August 4th 2015 by Kathy Dawson Books
ARC from Publisher
Zoe thinks that she can survive moving out of Brooklyn after her parents' divorce if she can take her father's offer of help to get into a private school back in the city, which will help her get into Princeton. What isn't helpful is meeting the very strange neighbor, Digby. He catches her playing hooky, and later shows up in the truancy session Zoe has to go to as a result. Since a local girl has recently gone missing, the school takes truancy very seriously. Digby wants to launch his own investigation into Marina's disappearance, and wants Zoe's help. She reluctantly agrees, and ends up stalking a local gynecologist, dealing with off-duty cops, and realizing that the cult-like collection of people who live next door to her might be an even bigger problem than they appear to be. Digby, who has some psychological problems of his own, is trying to solve the mystery of Marina because of his own sister's disappearance years earlier. Are the two connected? And will Zoe survive both the investigation and her friendship with the quirky Digby?

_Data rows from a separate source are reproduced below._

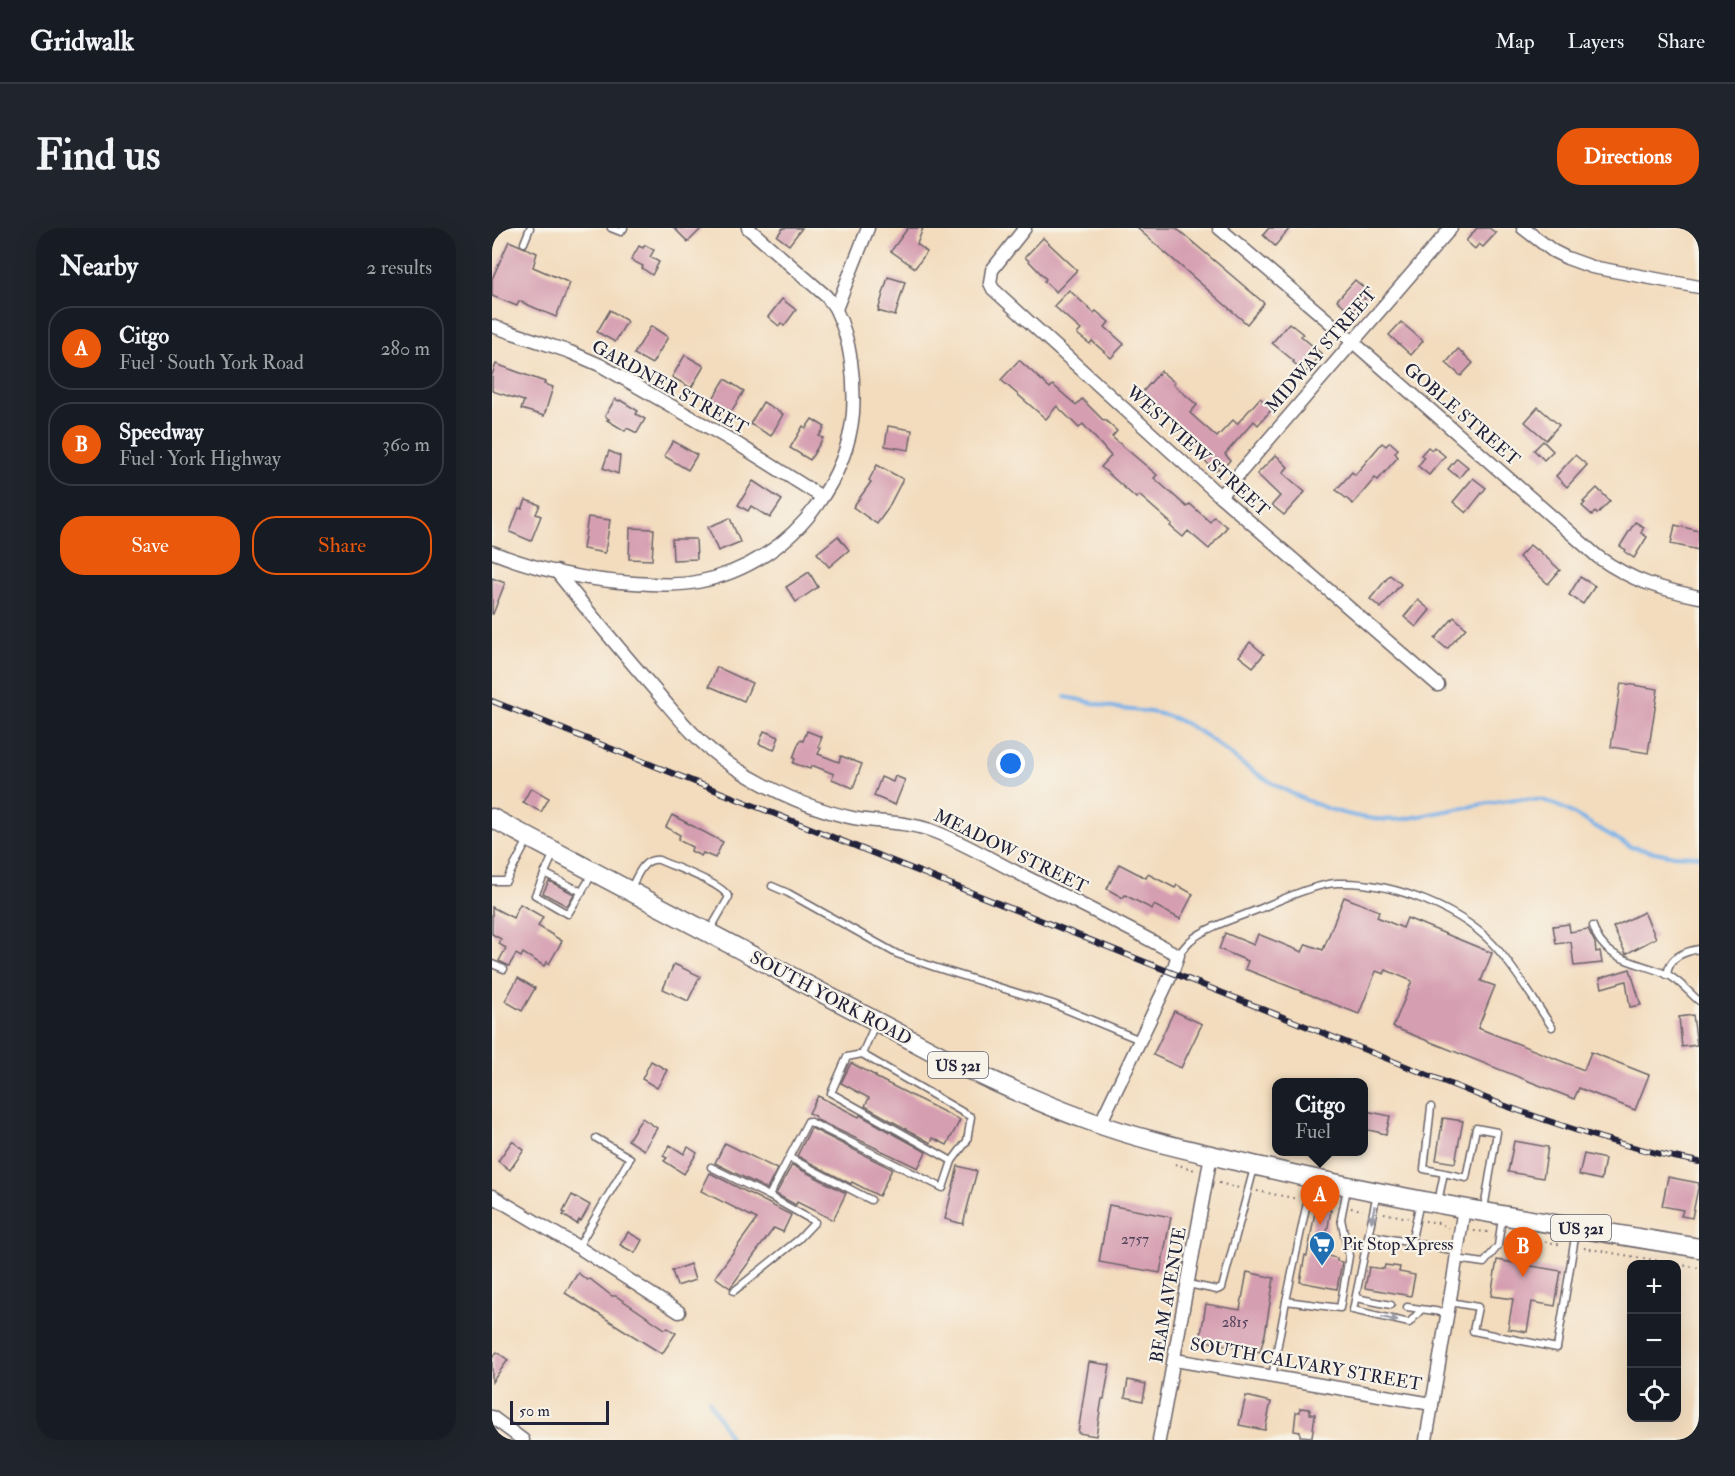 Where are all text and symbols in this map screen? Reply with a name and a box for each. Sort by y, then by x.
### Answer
text: Gridwalk [30,24,134,59]
text: Map [1495,28,1535,55]
text: Layers [1568,28,1624,55]
text: Share [1657,28,1705,55]
button: Directions [1557,128,1699,185]
text: Find us [36,130,160,182]
text: Nearby [60,251,138,283]
text: 2 results [366,255,432,280]
street label: MIDWAY STREET [1261,282,1383,418]
text: Citgo [119,322,169,350]
street label: GARDNER STREET [588,335,752,440]
text: A [75,336,88,361]
text: 280 m [380,336,430,361]
text: Fuel · South York Road [119,350,304,375]
street label: GOBLE STREET [1399,358,1525,472]
street label: WESTVIEW STREET [1120,380,1275,522]
text: Speedway [119,418,203,446]
text: B [75,432,88,457]
text: 360 m [382,432,430,457]
text: Fuel · York Highway [119,446,281,471]
button: Save [60,516,240,575]
button: Share [252,516,432,575]
your location [996,749,1025,778]
street label: MEADOW STREET [930,804,1092,899]
street label: SOUTH YORK ROAD [746,946,916,1051]
road number: US 321 [928,1052,988,1078]
popup [1272,1078,1368,1156]
text: Citgo [1295,1091,1345,1119]
text: Fuel [1295,1119,1331,1144]
pin: A [1300,1176,1340,1225]
one-way arrow [1368,1204,1377,1223]
road number: US 321 [1551,1215,1611,1241]
street label: BEAM AVENUE [1145,1225,1192,1365]
pin: B [1504,1228,1542,1277]
supermarket icon: Pit Stop Xpress [1307,1229,1337,1267]
house number: 2757 [1121,1230,1149,1249]
place label: Pit Stop Xpress [1342,1233,1453,1256]
map controls [1627,1260,1681,1422]
button: + [1627,1260,1681,1314]
house number: 2815 [1222,1313,1249,1332]
one-way arrow [1381,1314,1399,1324]
button: − [1627,1314,1681,1368]
street label: SOUTH CALVARY STREET [1188,1333,1424,1396]
button: locate [1627,1368,1681,1422]
scale bar [510,1398,609,1426]
text: 50 m [519,1401,550,1421]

Strengths: This was well-written and had an amusing voice-- as strange as Digby is, Zoe is able to deal with his and his antics with a sense of humor, which is deftly conveyed through many laugh-out-loud lines. Mysteries are always in demand, and I can see this being popular with fans of Josh Berk's books.

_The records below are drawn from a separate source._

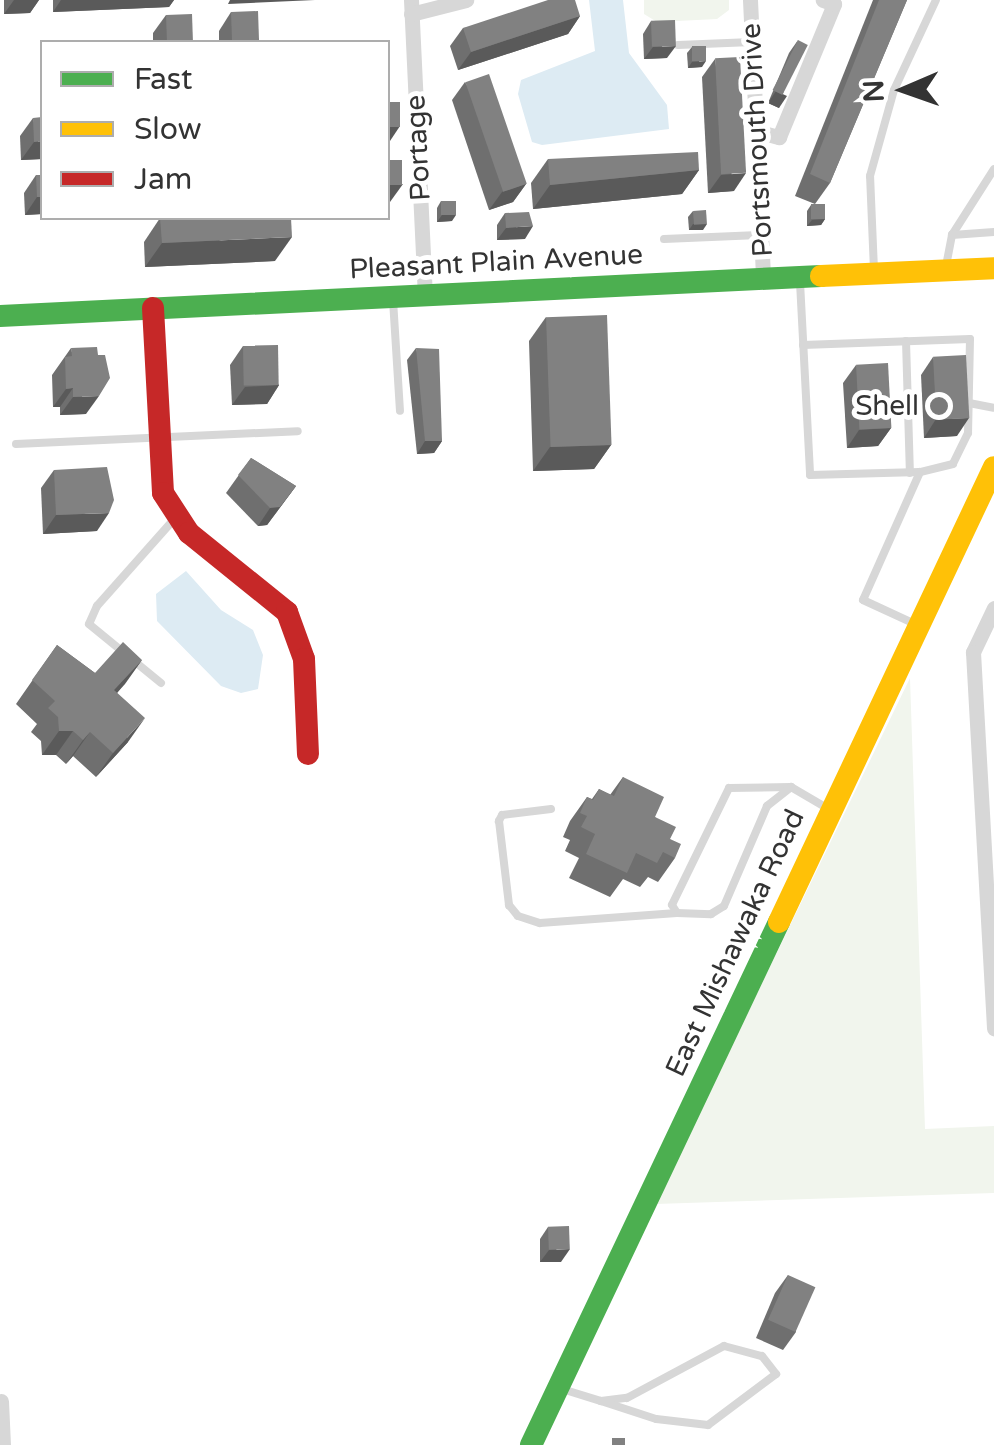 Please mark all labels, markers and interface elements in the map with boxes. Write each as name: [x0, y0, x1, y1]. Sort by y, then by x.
street label: Portsmouth Drive: [734, 22, 780, 258]
legend: [40, 40, 390, 220]
north arrow: [854, 40, 954, 140]
text: Fast: [134, 61, 193, 98]
text: N: [857, 79, 891, 103]
street label: Portage: [398, 94, 438, 202]
text: Slow: [134, 111, 202, 148]
text: Jam: [134, 161, 192, 198]
street label: Pleasant Plain Avenue: [348, 238, 644, 286]
place label: Shell: [855, 389, 919, 423]
marker: Shell: [928, 395, 950, 417]
street label: East Mishawaka Road: [658, 804, 812, 1082]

Weaknesses: The mysteries didn't come to the most satisfactory conclusion for me, but by that point in the book, I was more invested in the characters than in finding out what had happened.
What I really think: This is more of a young adult book, due to drug use and the subplot with the gynecologist, so I probably won't buy it, but I can see this being a solid choice for high school readers.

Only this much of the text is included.